Müslüman bir şahsiyet yaşadığı toplumun mutlu, huzurlu ve güvenin oluşması için dinimiz İslam’ın ön gördüğü güzel ahlaki ve erdemli davranışları yerine getirmesi uygun bir davranış ve iyi bir amel olmaktadır. Selamlaşmak, Müslümanların kendi arasında ve yaşadığı toplumda sevgiyi, huzuru ve güveni sağlayan salih bir ameldir.
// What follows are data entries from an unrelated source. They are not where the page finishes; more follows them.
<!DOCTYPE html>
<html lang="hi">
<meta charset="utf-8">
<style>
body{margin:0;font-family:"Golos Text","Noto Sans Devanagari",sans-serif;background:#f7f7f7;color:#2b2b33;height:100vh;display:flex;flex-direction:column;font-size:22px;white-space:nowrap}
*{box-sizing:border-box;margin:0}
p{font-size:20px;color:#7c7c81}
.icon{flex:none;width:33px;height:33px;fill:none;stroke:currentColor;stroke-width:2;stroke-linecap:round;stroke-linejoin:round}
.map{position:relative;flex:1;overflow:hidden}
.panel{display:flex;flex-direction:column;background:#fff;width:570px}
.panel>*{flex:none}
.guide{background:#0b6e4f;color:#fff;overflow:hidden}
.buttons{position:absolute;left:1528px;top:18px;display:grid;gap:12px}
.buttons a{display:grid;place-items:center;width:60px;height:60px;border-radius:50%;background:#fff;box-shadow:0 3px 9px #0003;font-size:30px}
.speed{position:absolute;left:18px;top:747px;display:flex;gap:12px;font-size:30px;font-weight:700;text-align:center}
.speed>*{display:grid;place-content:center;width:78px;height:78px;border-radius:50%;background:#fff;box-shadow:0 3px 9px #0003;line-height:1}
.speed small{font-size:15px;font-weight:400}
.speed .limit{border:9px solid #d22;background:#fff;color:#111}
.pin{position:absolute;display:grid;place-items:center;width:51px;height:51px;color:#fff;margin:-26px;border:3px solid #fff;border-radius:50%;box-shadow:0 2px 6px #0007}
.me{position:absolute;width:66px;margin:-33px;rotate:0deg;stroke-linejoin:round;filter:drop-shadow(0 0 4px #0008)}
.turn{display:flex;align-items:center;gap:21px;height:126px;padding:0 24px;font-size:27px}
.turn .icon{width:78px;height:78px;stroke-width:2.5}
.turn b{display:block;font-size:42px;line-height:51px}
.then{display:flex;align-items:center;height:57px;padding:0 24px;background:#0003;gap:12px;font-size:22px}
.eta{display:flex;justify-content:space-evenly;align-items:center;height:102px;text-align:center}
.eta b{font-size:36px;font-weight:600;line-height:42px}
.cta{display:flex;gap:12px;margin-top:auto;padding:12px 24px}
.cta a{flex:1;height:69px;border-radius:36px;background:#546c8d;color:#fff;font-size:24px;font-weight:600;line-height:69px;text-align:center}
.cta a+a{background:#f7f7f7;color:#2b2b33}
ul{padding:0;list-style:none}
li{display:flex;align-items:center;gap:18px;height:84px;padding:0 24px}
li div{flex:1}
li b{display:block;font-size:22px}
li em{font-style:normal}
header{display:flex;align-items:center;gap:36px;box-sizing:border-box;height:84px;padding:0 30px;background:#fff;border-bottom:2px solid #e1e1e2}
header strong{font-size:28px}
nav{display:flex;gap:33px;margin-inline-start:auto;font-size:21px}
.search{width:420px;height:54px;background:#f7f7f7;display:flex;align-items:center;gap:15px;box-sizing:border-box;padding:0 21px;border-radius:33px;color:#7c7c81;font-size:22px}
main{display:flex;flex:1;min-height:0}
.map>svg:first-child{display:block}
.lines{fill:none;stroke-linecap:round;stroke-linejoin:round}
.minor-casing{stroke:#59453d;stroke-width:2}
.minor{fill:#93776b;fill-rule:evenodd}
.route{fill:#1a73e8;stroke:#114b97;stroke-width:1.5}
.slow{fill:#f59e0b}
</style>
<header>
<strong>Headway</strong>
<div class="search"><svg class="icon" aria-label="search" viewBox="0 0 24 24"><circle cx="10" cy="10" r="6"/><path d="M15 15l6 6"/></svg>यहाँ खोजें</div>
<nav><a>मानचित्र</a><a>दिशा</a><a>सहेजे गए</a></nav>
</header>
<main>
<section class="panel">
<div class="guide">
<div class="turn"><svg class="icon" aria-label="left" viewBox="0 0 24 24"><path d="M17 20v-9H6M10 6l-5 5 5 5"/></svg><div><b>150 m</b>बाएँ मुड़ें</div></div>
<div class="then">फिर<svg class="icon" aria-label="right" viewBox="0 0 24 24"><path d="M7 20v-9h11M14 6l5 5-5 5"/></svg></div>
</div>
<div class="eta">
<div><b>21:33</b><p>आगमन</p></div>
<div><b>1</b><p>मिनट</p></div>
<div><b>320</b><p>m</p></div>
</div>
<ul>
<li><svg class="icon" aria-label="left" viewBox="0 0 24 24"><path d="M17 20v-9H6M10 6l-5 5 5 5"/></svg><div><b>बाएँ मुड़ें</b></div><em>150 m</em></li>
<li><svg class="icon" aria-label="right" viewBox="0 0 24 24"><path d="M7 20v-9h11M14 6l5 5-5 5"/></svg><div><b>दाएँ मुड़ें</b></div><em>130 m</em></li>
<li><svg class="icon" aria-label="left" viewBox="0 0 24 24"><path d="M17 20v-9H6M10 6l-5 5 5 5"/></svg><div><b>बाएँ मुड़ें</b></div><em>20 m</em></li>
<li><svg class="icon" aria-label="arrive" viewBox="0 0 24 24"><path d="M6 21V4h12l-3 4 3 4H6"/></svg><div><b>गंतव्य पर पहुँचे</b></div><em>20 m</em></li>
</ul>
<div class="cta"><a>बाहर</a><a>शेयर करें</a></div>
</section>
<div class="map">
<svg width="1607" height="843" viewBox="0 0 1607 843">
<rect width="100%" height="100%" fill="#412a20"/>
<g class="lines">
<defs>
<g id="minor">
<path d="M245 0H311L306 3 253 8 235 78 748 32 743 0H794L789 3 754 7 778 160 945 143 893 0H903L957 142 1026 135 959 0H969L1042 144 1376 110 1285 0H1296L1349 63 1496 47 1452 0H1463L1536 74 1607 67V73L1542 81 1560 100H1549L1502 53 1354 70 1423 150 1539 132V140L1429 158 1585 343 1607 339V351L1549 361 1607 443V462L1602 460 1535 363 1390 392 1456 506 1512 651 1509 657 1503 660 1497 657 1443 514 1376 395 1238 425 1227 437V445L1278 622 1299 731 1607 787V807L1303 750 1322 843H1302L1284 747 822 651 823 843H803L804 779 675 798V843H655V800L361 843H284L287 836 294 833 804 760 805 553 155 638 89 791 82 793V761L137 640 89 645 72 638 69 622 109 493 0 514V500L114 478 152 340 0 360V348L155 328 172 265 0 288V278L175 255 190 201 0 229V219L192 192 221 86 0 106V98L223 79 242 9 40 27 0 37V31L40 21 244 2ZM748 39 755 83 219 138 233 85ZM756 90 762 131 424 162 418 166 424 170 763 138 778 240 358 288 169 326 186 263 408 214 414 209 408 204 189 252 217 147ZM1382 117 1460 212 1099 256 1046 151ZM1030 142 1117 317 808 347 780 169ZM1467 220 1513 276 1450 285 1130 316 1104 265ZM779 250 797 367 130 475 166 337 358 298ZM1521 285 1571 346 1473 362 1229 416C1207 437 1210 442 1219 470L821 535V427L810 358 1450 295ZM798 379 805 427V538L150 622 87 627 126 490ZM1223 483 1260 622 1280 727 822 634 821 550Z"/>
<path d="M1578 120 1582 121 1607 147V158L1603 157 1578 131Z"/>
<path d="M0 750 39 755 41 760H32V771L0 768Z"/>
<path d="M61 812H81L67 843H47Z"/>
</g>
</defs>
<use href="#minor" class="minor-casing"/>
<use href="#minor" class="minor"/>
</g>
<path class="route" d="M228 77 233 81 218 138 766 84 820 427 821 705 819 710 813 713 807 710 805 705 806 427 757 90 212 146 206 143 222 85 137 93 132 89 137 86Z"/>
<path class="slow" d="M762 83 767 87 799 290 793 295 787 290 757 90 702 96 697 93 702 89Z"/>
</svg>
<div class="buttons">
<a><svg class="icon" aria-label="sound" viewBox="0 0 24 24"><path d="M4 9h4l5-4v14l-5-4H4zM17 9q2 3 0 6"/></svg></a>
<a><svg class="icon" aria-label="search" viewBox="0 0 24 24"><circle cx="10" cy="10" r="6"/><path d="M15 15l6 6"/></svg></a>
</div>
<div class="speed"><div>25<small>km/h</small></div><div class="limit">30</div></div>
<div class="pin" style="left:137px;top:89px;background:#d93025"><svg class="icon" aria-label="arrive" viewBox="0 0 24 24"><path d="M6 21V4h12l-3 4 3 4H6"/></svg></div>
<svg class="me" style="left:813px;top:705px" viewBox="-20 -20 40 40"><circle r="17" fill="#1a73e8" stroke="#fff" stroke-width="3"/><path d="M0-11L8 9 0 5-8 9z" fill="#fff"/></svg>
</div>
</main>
Bundan dolayı, es-Selam olan Allah’ın güzel isminin tecellisi, toplumsal sevginin vesilesi, cennet ehlinin sözü ve meleklerin duası olan selamlaşmanın, dinimiz İslam’ın ifade ettiği edebe ve usulü dikkat ederek hayatımızda yer edinmesi gerekmektedir. “es-Selamün aleyküm ve rahmetullahi ve beraketühu” güzel duayı her karşılaştığımız zaman birbirimize söyleyeceğimiz kısa ve anlamlı duayı yapmamız gerekir.

Rabbimizin esenliği ve güveni hepimizin üzerine olsun!

Rabbimiz, hasta olanlara şifalar, dertte olanlara devalar ve borç içinde olanlara helal yoldan edalar nasip eylesin!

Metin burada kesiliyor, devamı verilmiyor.